### Instructions for the task:
With the first line as the start and the line containing "Task: Convert the" as the end, write out every line of the records exactly.

=== Begin Enclosure ===

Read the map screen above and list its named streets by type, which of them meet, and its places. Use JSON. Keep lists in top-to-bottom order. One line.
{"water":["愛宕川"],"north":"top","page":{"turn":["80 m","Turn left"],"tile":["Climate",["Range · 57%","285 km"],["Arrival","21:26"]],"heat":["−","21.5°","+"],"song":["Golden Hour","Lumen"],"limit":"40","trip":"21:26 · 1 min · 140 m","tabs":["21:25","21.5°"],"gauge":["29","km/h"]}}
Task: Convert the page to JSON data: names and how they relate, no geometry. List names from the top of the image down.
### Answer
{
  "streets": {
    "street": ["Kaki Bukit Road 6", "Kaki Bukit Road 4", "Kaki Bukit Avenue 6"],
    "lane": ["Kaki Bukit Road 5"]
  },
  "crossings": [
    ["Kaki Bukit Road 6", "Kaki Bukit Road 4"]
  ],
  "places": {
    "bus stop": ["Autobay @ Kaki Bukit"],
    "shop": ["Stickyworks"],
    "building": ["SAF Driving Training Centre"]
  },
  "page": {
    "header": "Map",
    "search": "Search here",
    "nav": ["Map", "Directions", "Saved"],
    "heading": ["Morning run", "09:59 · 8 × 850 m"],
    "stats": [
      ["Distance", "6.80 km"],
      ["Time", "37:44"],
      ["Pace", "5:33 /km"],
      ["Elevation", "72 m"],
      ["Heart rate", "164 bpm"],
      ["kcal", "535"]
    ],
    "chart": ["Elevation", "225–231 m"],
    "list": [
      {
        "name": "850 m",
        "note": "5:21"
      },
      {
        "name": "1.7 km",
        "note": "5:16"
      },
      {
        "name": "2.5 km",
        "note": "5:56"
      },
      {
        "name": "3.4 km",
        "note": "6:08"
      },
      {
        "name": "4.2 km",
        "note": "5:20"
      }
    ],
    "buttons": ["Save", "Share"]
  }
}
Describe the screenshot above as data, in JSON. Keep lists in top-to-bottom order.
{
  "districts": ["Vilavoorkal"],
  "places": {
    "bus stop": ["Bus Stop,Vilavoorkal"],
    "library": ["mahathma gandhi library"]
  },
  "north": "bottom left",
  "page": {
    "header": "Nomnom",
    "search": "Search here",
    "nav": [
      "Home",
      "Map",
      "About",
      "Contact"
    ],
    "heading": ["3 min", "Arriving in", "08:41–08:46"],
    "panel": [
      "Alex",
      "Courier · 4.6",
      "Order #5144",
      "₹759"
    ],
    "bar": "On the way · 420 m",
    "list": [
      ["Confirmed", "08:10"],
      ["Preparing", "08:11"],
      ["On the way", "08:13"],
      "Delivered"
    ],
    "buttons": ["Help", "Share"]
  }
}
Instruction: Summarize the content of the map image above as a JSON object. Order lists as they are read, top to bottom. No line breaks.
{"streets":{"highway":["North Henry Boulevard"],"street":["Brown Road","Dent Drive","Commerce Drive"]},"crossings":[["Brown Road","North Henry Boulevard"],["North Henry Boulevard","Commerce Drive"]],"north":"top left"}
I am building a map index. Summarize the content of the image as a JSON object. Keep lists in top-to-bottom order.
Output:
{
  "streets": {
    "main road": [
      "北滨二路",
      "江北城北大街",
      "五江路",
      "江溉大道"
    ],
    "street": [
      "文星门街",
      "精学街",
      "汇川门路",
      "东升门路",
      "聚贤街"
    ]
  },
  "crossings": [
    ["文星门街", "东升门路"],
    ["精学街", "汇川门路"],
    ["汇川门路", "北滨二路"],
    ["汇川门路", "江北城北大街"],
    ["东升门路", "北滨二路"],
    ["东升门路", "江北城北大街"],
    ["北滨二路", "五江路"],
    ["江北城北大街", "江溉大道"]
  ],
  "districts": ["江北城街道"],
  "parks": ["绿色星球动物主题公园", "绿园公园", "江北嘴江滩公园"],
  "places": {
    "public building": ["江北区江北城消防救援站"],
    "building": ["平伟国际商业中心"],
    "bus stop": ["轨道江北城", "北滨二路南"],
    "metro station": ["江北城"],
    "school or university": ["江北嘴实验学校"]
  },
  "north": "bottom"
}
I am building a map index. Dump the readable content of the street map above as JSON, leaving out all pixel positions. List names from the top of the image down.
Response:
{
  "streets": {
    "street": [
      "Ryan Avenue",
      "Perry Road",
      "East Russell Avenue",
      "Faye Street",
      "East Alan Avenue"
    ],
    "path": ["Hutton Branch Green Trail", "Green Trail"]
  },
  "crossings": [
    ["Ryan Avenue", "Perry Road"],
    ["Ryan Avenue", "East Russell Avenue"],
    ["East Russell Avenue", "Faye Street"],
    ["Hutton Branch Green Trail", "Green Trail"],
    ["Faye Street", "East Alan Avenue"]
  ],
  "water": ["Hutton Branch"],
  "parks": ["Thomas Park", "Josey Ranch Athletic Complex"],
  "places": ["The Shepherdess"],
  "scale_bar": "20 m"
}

=== End Enclosure ===

### Solution:
Read the map screen above and list its named streets by type, which of them meet, and its places. Use JSON. Keep lists in top-to-bottom order. One line.
{"water":["愛宕川"],"north":"top","page":{"turn":["80 m","Turn left"],"tile":["Climate",["Range · 57%","285 km"],["Arrival","21:26"]],"heat":["−","21.5°","+"],"song":["Golden Hour","Lumen"],"limit":"40","trip":"21:26 · 1 min · 140 m","tabs":["21:25","21.5°"],"gauge":["29","km/h"]}}
Task: Convert the page to JSON data: names and how they relate, no geometry. List names from the top of the image down.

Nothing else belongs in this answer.